I move outside. The snow's falling heavier now. The contractor sees me coming, tries to bring his weapon around. I'm on him before he can complete the movement. Rifle butt to his face. He goes down. I secure his hands with zip-ties, drag him inside.

Minutes later I've got him in the communications room. His hands are secured, weapon confiscated. He's younger than the first one. Scared but trying not to show it.

Now we've got two.

Helena's already finished stabilizing the first contractor. She looks at the second one, assesses him for injuries. Bruising on his face from where I hit him. Nothing serious.

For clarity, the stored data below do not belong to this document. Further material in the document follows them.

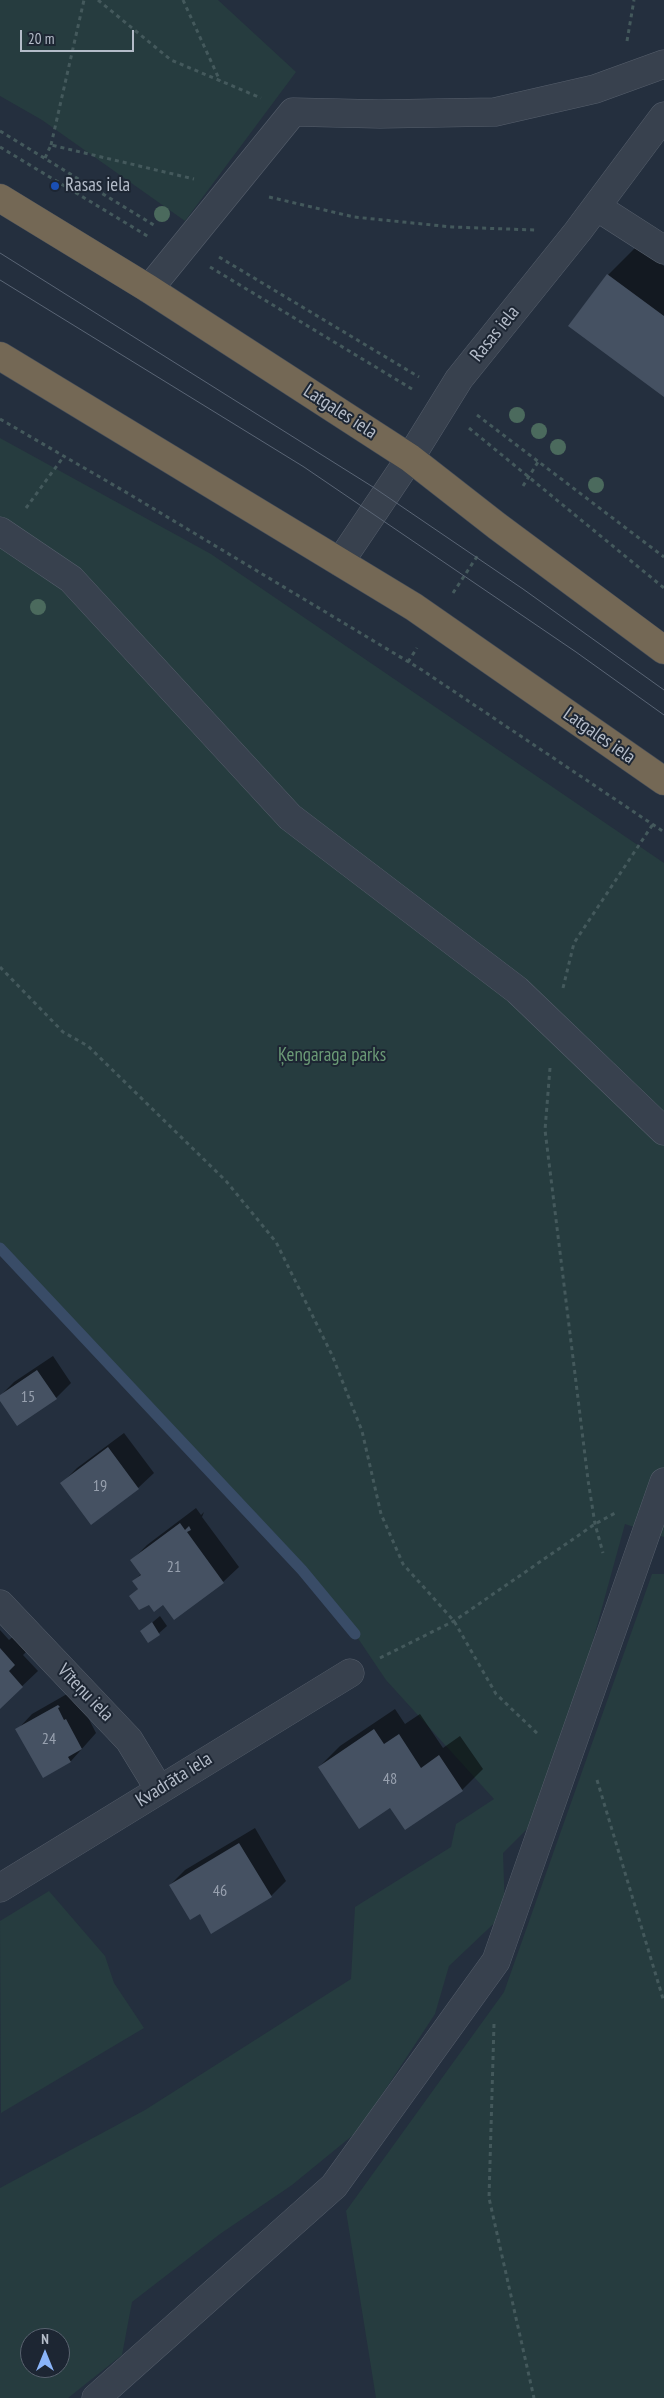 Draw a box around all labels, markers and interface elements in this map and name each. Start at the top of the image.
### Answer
scale bar [22,20,136,52]
text: 20 m [28,29,54,48]
place label: Rasas iela [65,175,130,197]
marker: Rasas iela [49,180,61,192]
street label: Rasas iela [466,301,524,367]
street label: Latgales iela [299,380,381,444]
street label: Latgales iela [559,703,639,769]
park label: Ķengaraga parks [278,1045,386,1067]
house number: 15 [21,1387,35,1407]
house number: 19 [93,1476,107,1496]
house number: 21 [167,1557,181,1577]
street label: Vīteņu iela [52,1660,118,1726]
house number: 24 [42,1729,56,1749]
street label: Kvadrāta iela [132,1748,216,1812]
house number: 48 [383,1769,397,1789]
house number: 46 [213,1881,227,1901]
north arrow [20,2328,70,2378]
text: N [41,2330,49,2348]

"He's uninjured. Just scared."

"Good. Fear makes people talk."

I separate them. The first contractor stays in the main room with Zeke watching him. The second one stays in the communications room with Finn monitoring. Don't want them coordinating stories.

I start with the older one. The one who's been doing this long enough to know how bad his situation is.

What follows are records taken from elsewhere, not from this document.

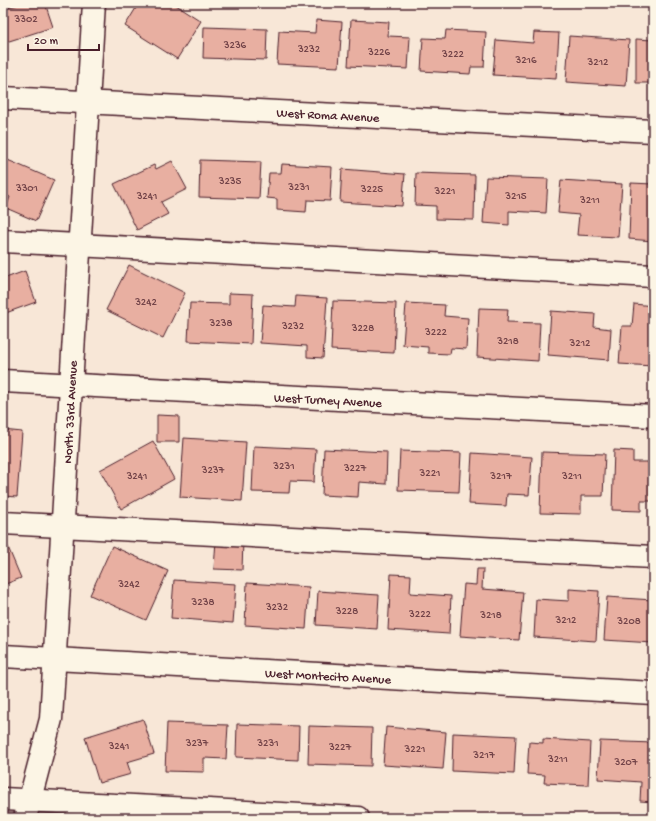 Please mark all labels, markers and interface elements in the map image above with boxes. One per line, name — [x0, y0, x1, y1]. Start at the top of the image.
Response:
house number: 3302 — [13, 14, 38, 26]
scale bar — [28, 26, 99, 52]
text: 20 m — [34, 35, 59, 49]
house number: 3236 — [223, 40, 247, 52]
house number: 3232 — [297, 44, 321, 56]
house number: 3226 — [367, 47, 390, 59]
house number: 3222 — [441, 49, 465, 61]
house number: 3216 — [514, 55, 537, 67]
house number: 3212 — [587, 57, 609, 69]
street label: West Roma Avenue — [276, 106, 380, 127]
house number: 3235 — [218, 176, 242, 188]
house number: 3231 — [287, 182, 310, 194]
house number: 3301 — [15, 183, 38, 195]
house number: 3225 — [360, 184, 383, 196]
house number: 3221 — [434, 186, 455, 198]
house number: 3241 — [136, 191, 157, 203]
house number: 3215 — [504, 191, 527, 203]
house number: 3211 — [579, 195, 600, 207]
house number: 3242 — [134, 297, 157, 309]
house number: 3238 — [209, 318, 232, 330]
house number: 3232 — [281, 321, 305, 333]
house number: 3228 — [351, 323, 374, 335]
house number: 3222 — [424, 327, 448, 339]
house number: 3218 — [496, 336, 519, 348]
house number: 3212 — [569, 338, 591, 350]
street label: North 33rd Avenue — [61, 360, 82, 464]
street label: West Turney Avenue — [273, 391, 383, 412]
house number: 3231 — [272, 461, 295, 473]
house number: 3227 — [343, 463, 366, 475]
house number: 3237 — [201, 465, 225, 477]
house number: 3221 — [419, 468, 440, 480]
house number: 3241 — [126, 471, 147, 483]
house number: 3217 — [489, 471, 512, 483]
house number: 3211 — [561, 471, 582, 483]
house number: 3242 — [117, 579, 140, 591]
house number: 3238 — [191, 597, 214, 609]
house number: 3232 — [265, 602, 289, 614]
house number: 3228 — [335, 606, 358, 618]
house number: 3222 — [408, 609, 432, 621]
house number: 3218 — [479, 610, 502, 622]
house number: 3212 — [555, 615, 577, 627]
house number: 3208 — [616, 616, 641, 628]
street label: West Montecito Avenue — [264, 667, 392, 688]
house number: 3237 — [185, 738, 209, 750]
house number: 3231 — [256, 738, 279, 750]
house number: 3241 — [108, 741, 129, 753]
house number: 3227 — [328, 742, 351, 754]
house number: 3221 — [404, 744, 425, 756]
house number: 3217 — [472, 750, 495, 762]
house number: 3211 — [547, 754, 568, 766]
house number: 3207 — [613, 757, 638, 769]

I pull up a chair. Sit. Death in my eyes. Cordite still on my clothes. He can see exactly what's coming.

"You're going to tell me everything about this contract. How you were hired. How many operators. Where they're staging. All of it."

"And if I don't?"

I lean closer. Show him the operational headspace still running behind my eyes. "Helena patches you up just enough to keep you conscious while I ask again. And I've got all night. We can do this easy or we can do it hard. Your choice."

He looks at Helena. Back at me. Calculates his odds. Realizes he doesn't have any.

"Okay," he says quietly. "Okay. I'll talk."

He does. Tells us his crew was hired through an intermediary less than a day ago. Offered premium pay for immediate deployment to a compound in Alaska. Told minimal resistance. In and out. Eliminate one witness. No complications.

"Who hired you?"

"Never met him. Got the job through a broker we've worked with before. High-end contracts, federal-level work. He said the client was connected, had resources, needed discretion."

"The broker give you a name?"

"No. That's not how it works at our level. The client stays anonymous, payment goes through offshore accounts, we do the job and disappear. Standard arrangement."

I lean closer. "How many total operatives?"